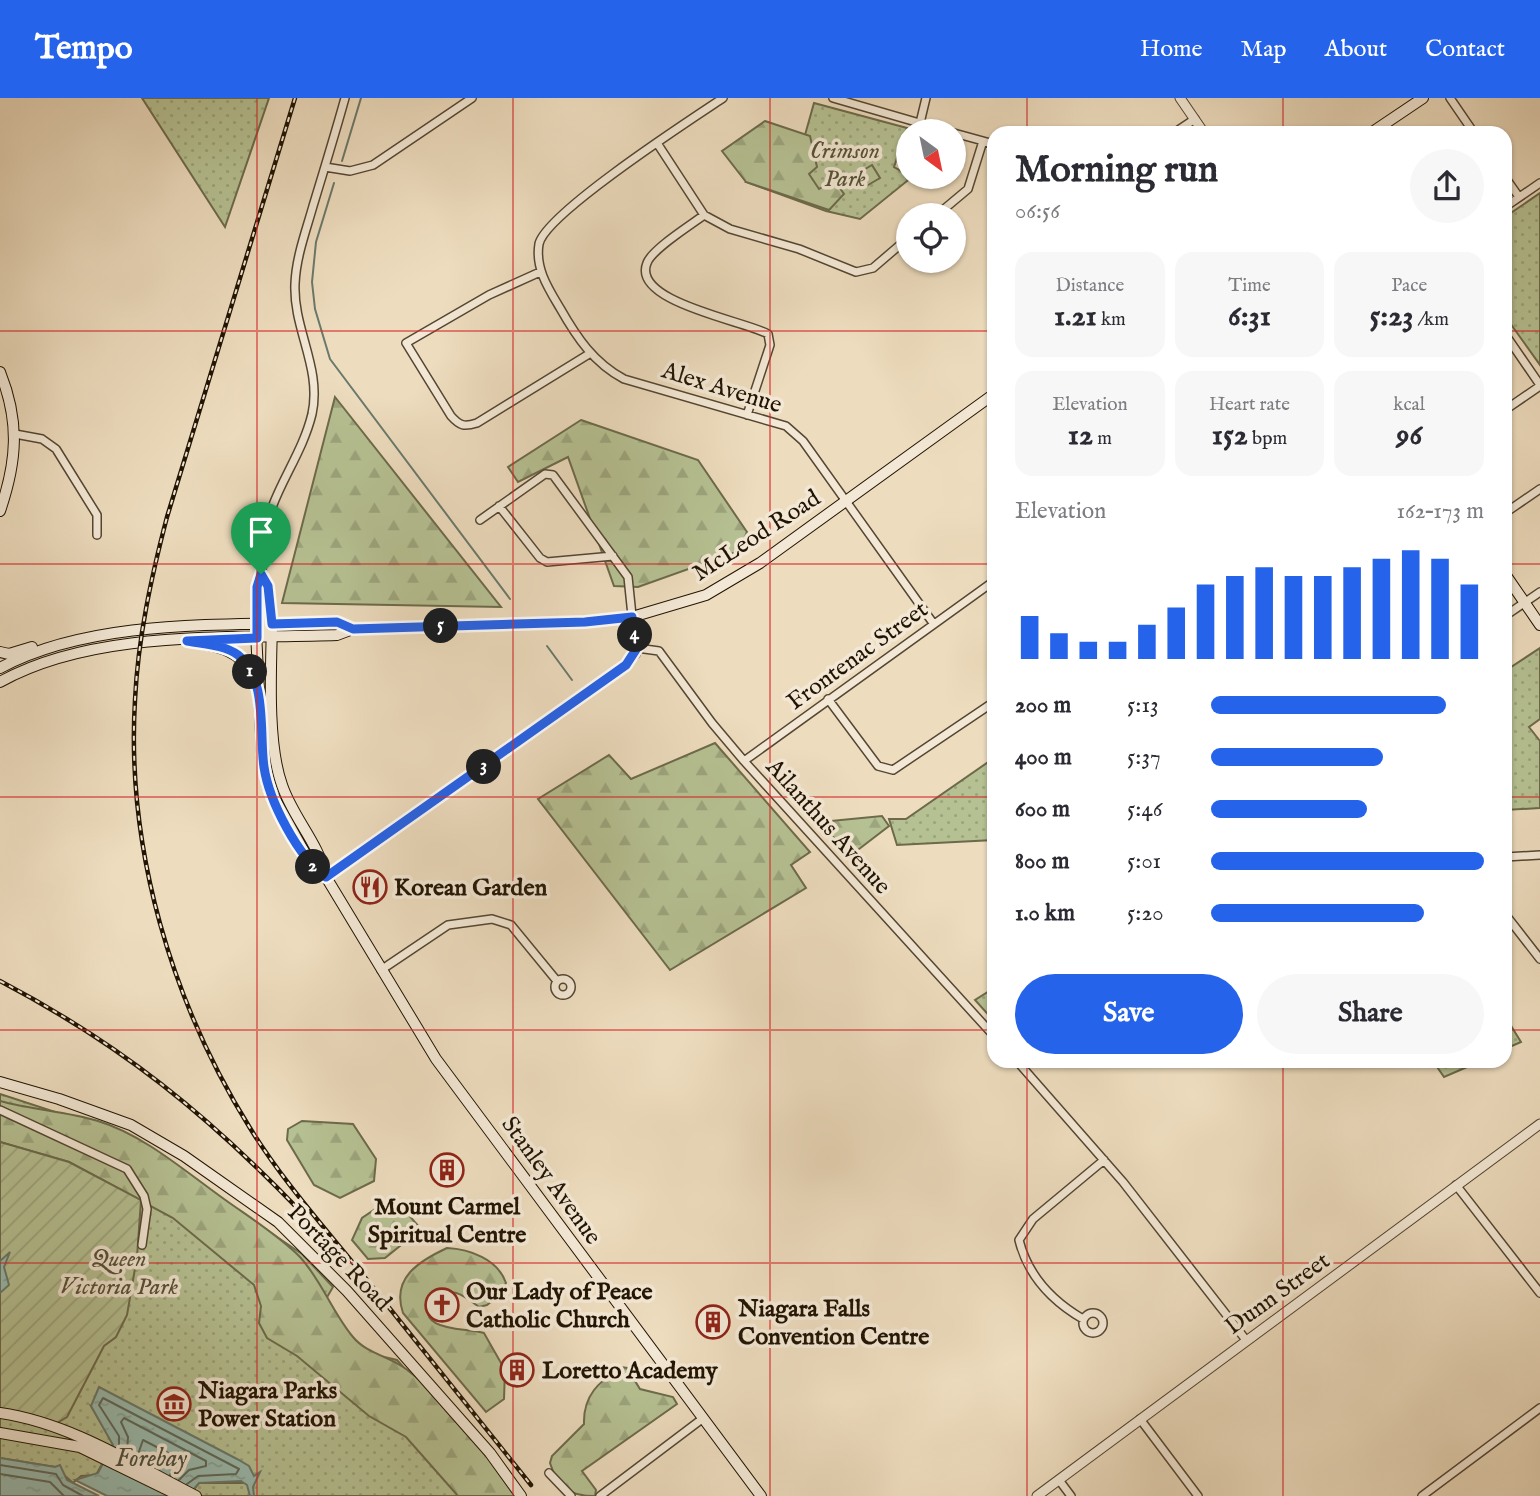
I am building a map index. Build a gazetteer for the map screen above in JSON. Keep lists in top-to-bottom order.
{
  "streets": {
    "main road": ["McLeod Road", "Stanley Avenue", "Portage Road"],
    "street": [
      "Alex Avenue",
      "Frontenac Street",
      "Ailanthus Avenue",
      "Dunn Street"
    ]
  },
  "crossings": [
    ["Alex Avenue", "McLeod Road"],
    ["Alex Avenue", "Frontenac Street"],
    ["Frontenac Street", "Ailanthus Avenue"]
  ],
  "water": ["Forebay"],
  "parks": ["Crimson Park", "Queen Victoria Park"],
  "places": {
    "restaurant": ["Korean Garden"],
    "building": ["Mount Carmel Spiritual Centre", "Niagara Falls Convention Centre", "Loretto Academy"],
    "church": ["Our Lady of Peace Catholic Church"],
    "museum": ["Niagara Parks Power Station"]
  },
  "north": "bottom right",
  "page": {
    "header": "Tempo",
    "nav": [
      "Home",
      "Map",
      "About",
      "Contact"
    ],
    "heading": ["Morning run", "06:56"],
    "stats": [
      ["Distance", "1.21 km"],
      ["Time", "6:31"],
      ["Pace", "5:23 /km"],
      ["Elevation", "12 m"],
      ["Heart rate", "152 bpm"],
      ["kcal", "96"]
    ],
    "chart": ["Elevation", "162–173 m"],
    "pins": [
      "5",
      "4",
      "1",
      "3",
      "2"
    ],
    "list": [
      {
        "name": "200 m",
        "note": "5:13"
      },
      {
        "name": "400 m",
        "note": "5:37"
      },
      {
        "name": "600 m",
        "note": "5:46"
      },
      {
        "name": "800 m",
        "note": "5:01"
      },
      {
        "name": "1.0 km",
        "note": "5:20"
      }
    ],
    "buttons": ["Save", "Share"]
  }
}
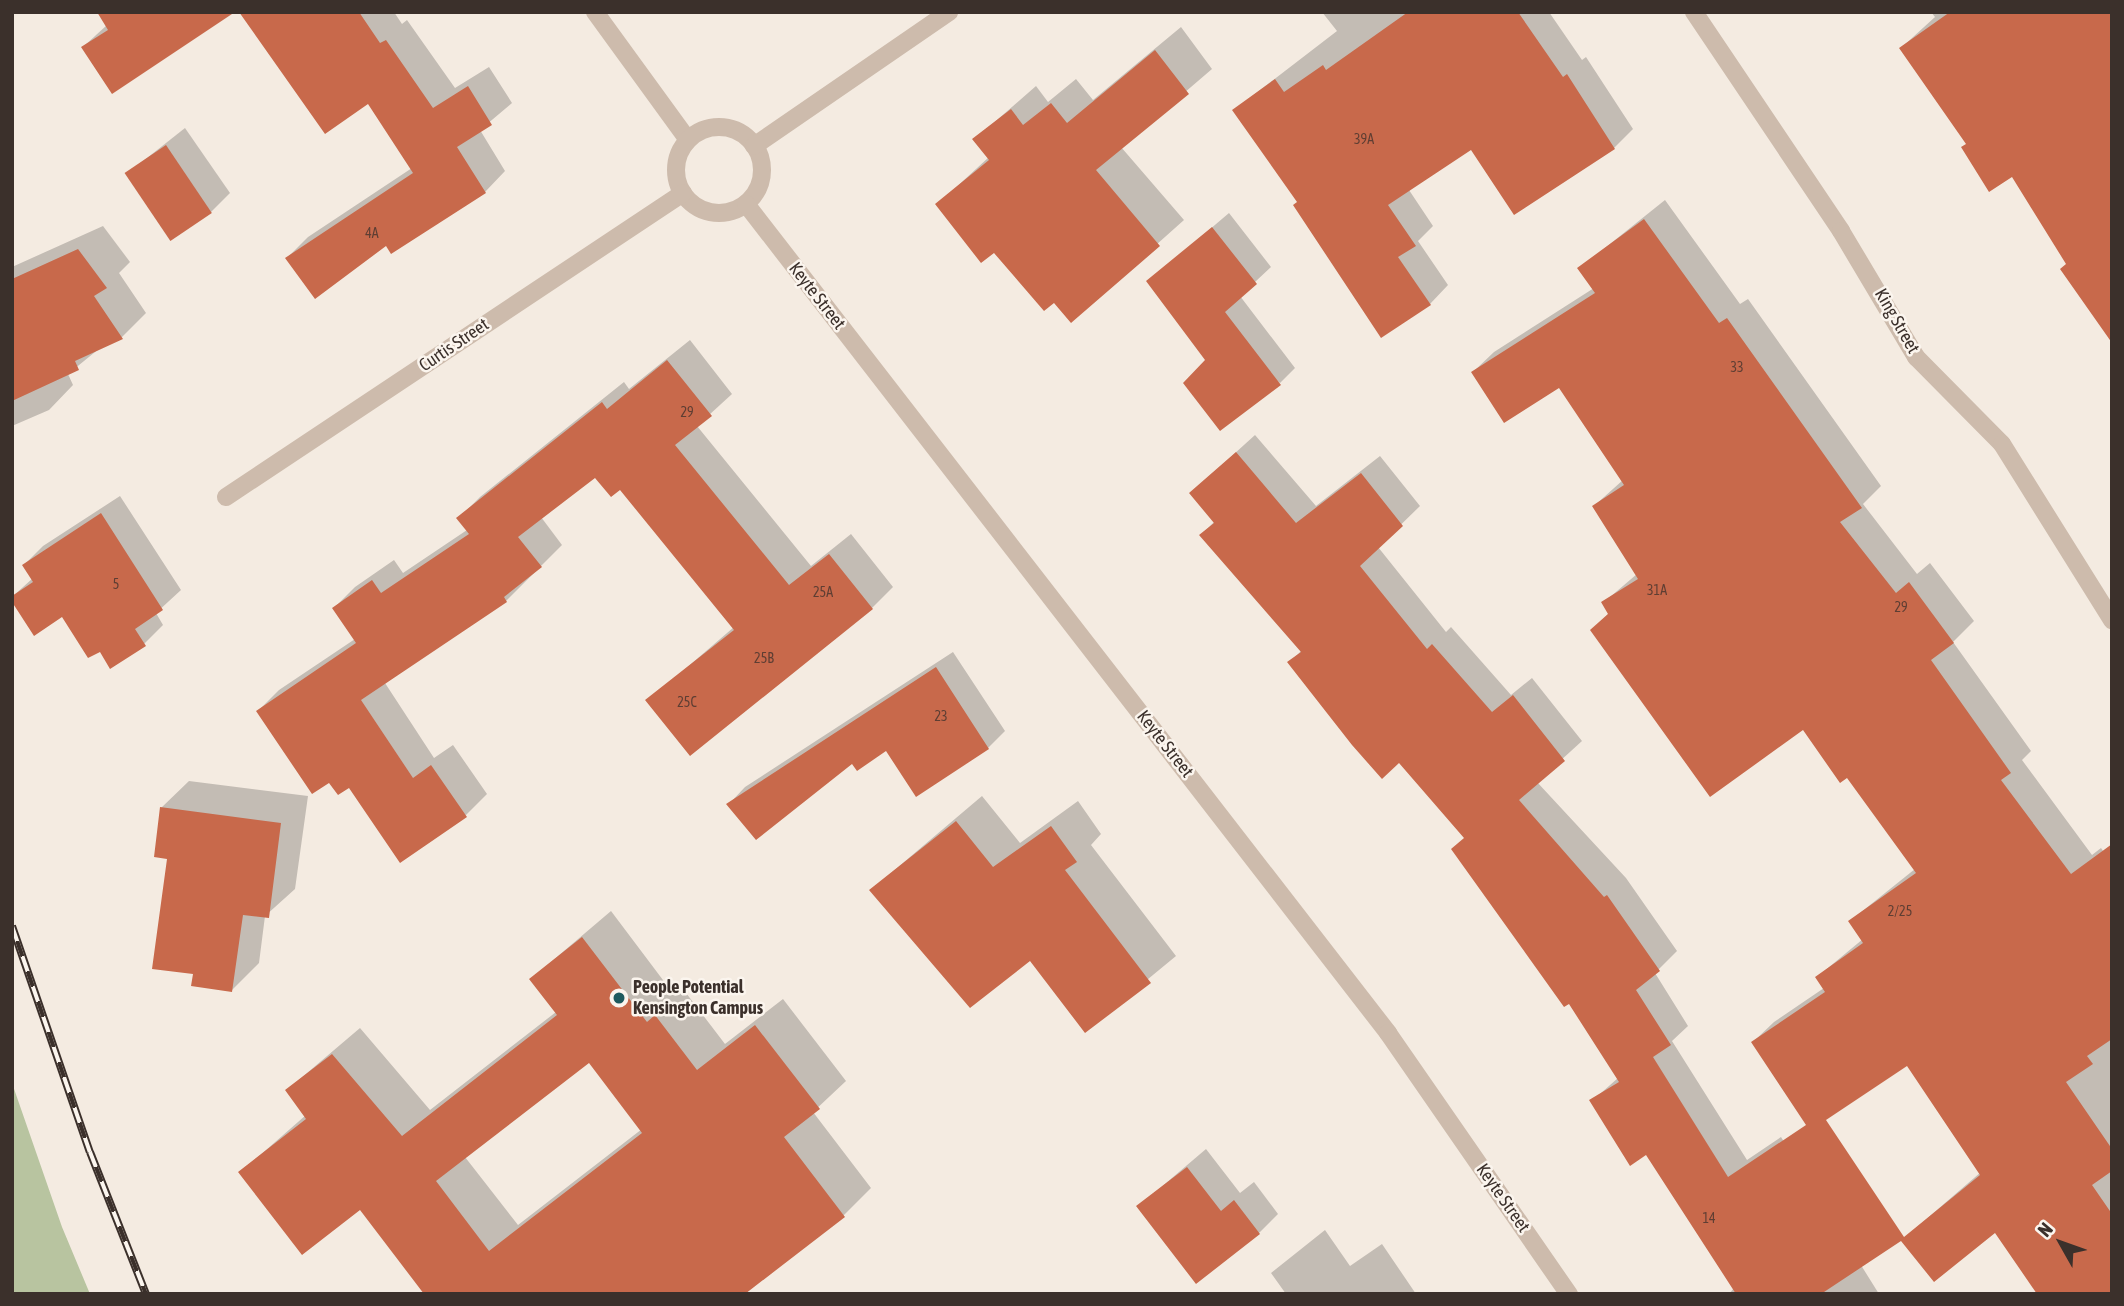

__________

__What is needed__: In transcribing the listing, keep each word as it is and drop the pictures.

__Your response__:
I am building a map index. Build a gazetteer for the map screen above in JSON. Keep lists in top-to-bottom order.
{
  "streets": {
    "main road": ["McLeod Road", "Stanley Avenue", "Portage Road"],
    "street": [
      "Alex Avenue",
      "Frontenac Street",
      "Ailanthus Avenue",
      "Dunn Street"
    ]
  },
  "crossings": [
    ["Alex Avenue", "McLeod Road"],
    ["Alex Avenue", "Frontenac Street"],
    ["Frontenac Street", "Ailanthus Avenue"]
  ],
  "water": ["Forebay"],
  "parks": ["Crimson Park", "Queen Victoria Park"],
  "places": {
    "restaurant": ["Korean Garden"],
    "building": ["Mount Carmel Spiritual Centre", "Niagara Falls Convention Centre", "Loretto Academy"],
    "church": ["Our Lady of Peace Catholic Church"],
    "museum": ["Niagara Parks Power Station"]
  },
  "north": "bottom right",
  "page": {
    "header": "Tempo",
    "nav": [
      "Home",
      "Map",
      "About",
      "Contact"
    ],
    "heading": ["Morning run", "06:56"],
    "stats": [
      ["Distance", "1.21 km"],
      ["Time", "6:31"],
      ["Pace", "5:23 /km"],
      ["Elevation", "12 m"],
      ["Heart rate", "152 bpm"],
      ["kcal", "96"]
    ],
    "chart": ["Elevation", "162–173 m"],
    "pins": [
      "5",
      "4",
      "1",
      "3",
      "2"
    ],
    "list": [
      {
        "name": "200 m",
        "note": "5:13"
      },
      {
        "name": "400 m",
        "note": "5:37"
      },
      {
        "name": "600 m",
        "note": "5:46"
      },
      {
        "name": "800 m",
        "note": "5:01"
      },
      {
        "name": "1.0 km",
        "note": "5:20"
      }
    ],
    "buttons": ["Save", "Share"]
  }
}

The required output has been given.